Very much like his former boss, Donald Trump, Pompeo became known and admired for his directness. The former Secretary of State was unafraid to offer straight talk on America’s most troubling foreign policy issues–to friends and foes alike, dispensing with what another former Secretary of State, Henry Kissinger, once called “strategic ambiguity.”
In Mr. Pompeo’s world, a spade is a spade. Or, in this case, a state sponsor of terror is a state sponsor of terror.
In a remarkable shot across the bow of the new Biden administration, Pompeo chided the 46th President’s naivete. Speaking exclusively to Arab News, the former Secretary of State warned America’s new government that “the Iranian leadership understands how to drive a truck through American weakness.”
That wasn’t just bluster.
In specific Pompeo was addressing, and criticizing, the Biden administration’s decision to undo the Trump administration’s categorization of the Yemeni Houthis as terrorists.
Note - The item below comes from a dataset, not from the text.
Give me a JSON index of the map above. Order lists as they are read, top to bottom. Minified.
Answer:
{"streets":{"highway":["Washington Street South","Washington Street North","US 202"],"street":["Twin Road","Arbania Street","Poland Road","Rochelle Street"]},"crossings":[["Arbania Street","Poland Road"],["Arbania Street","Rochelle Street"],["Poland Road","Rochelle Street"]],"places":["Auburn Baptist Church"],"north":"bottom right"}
As well he should have: Houthi militants have launched missile attacks on neighboring Saudi Arabia–an indispensable and longstanding U.S. ally–blocked food from their own citizens and deployed mines in the narrow waters off the coast of Yemen where millions of barrels of oil pass each day. What’s worse? They do not act alone.
“No one disputes that the Houthis are terrorists,” Pompeo countered, “and no one disputes that the Iranians are underwriting them.” Not only is it foolish to reward Iran for this kind of dangerous and indeed murderous behavior, but it flies in the face of security policies that long precede the Trump administration. In fact, certain elements of the Iranian Revolutionary Guard forces, which developed and trained the Houthis as their proxies, have been designated a terrorist organization by the United States for nearly fifteen years.
Of course, it remains to be seen if the Biden administration will credulously pursue a resumption of the Iran Deal despite the informed protestations of some of our closest allies in the region–those who know the most about Iranian perfidy and have suffered the worst of it, too. The Biden administration would be wise to consider that Pompeo’s warnings to Arab News are not a case of an embittered former public official lashing out at those who superseded him.
They are the measured words of a consistent advocate for human rights, who did not hesitate to speak truth to power during his time in office–and is not about to stop now, either. In one of his boldest moves, Pompeo charged the Chinese Communist Party with genocide in Xinjiang, the territory formerly known as East Turkestan. Beijing’s brutal treatment of Muslim Uyghurs and other Turkic groups has shocked the conscience of the world, but most of the world chose to stay silent, cowed or enticed by rising China’s economic might. It deserves to be noted that never before has the U.S. government leveled such a charge against a fellow nuclear power and fellow member of the U.N. Security Council.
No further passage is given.